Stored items
--- START ---
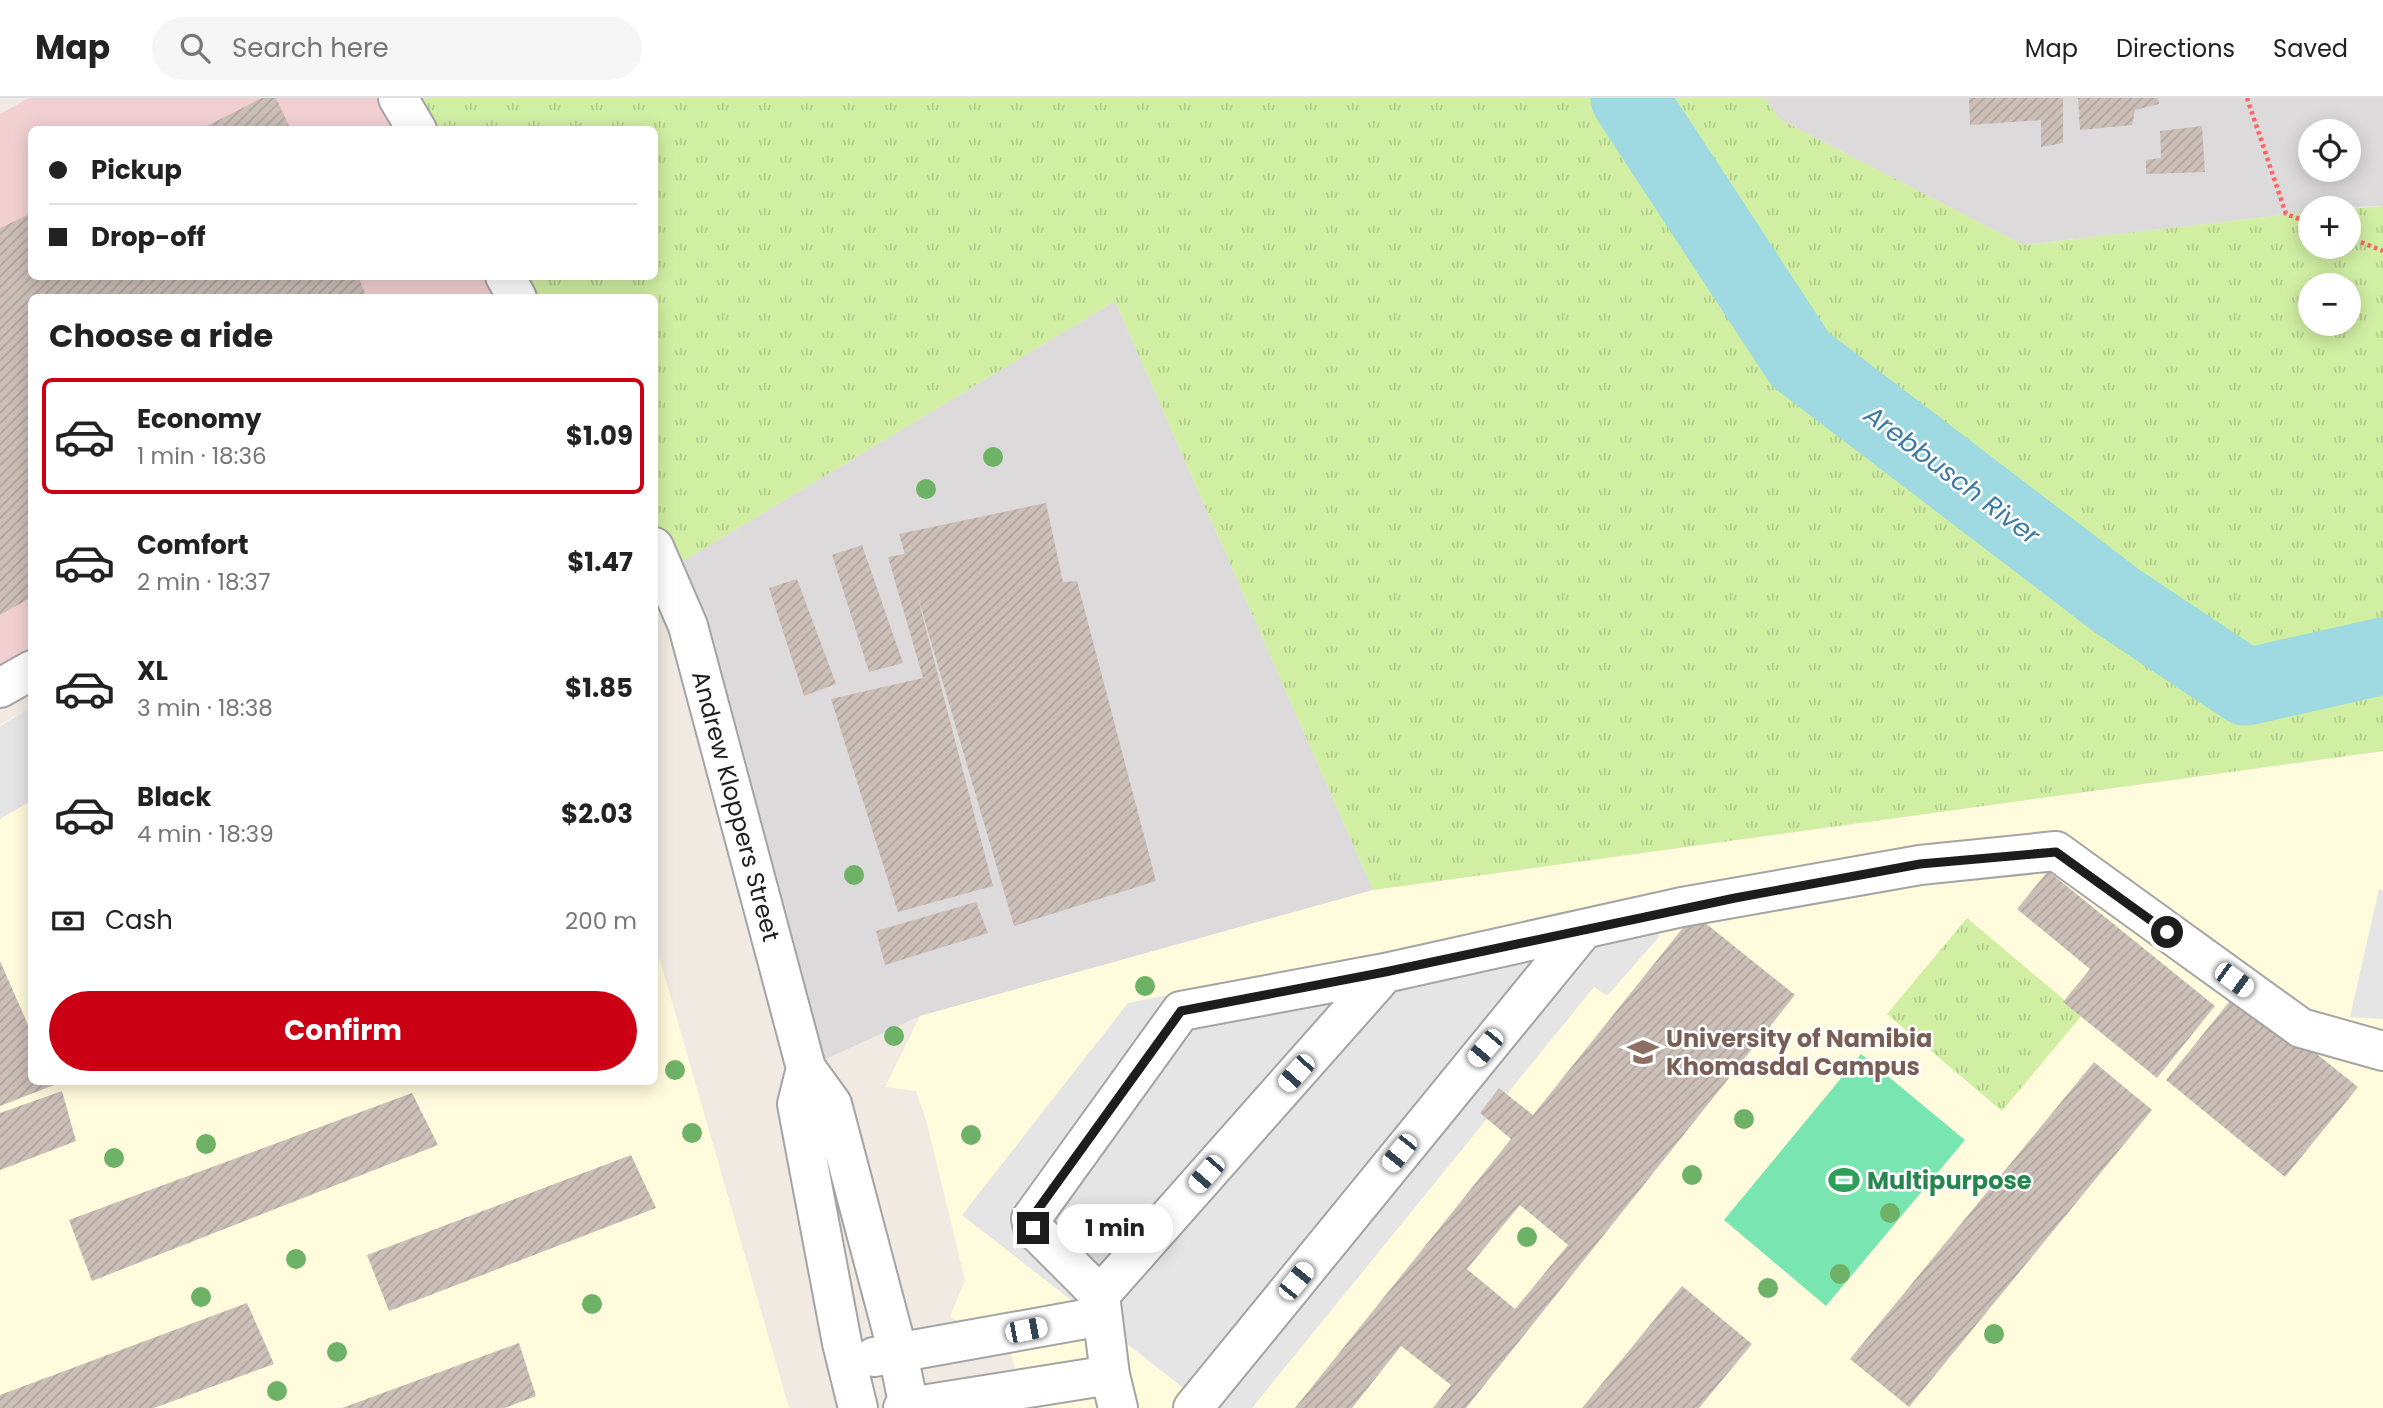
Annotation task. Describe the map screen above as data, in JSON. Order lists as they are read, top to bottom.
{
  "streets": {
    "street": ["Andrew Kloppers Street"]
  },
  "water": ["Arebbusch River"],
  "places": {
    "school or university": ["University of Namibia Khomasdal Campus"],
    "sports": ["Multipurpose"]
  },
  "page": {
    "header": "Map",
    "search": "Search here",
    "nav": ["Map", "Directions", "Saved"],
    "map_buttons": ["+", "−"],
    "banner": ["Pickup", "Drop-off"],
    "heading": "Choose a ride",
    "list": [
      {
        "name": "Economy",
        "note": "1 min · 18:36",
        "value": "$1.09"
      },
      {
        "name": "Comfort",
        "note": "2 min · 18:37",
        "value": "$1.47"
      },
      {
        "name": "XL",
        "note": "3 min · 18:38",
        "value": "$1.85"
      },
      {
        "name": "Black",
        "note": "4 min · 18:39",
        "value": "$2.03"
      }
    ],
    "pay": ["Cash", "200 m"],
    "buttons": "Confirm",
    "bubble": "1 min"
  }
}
--- END ---
**What is expected**
Lines with the word "value" in them should be copied from the preceding records.

**Answer**
        "value": "$1.09"
        "value": "$1.47"
        "value": "$1.85"
        "value": "$2.03"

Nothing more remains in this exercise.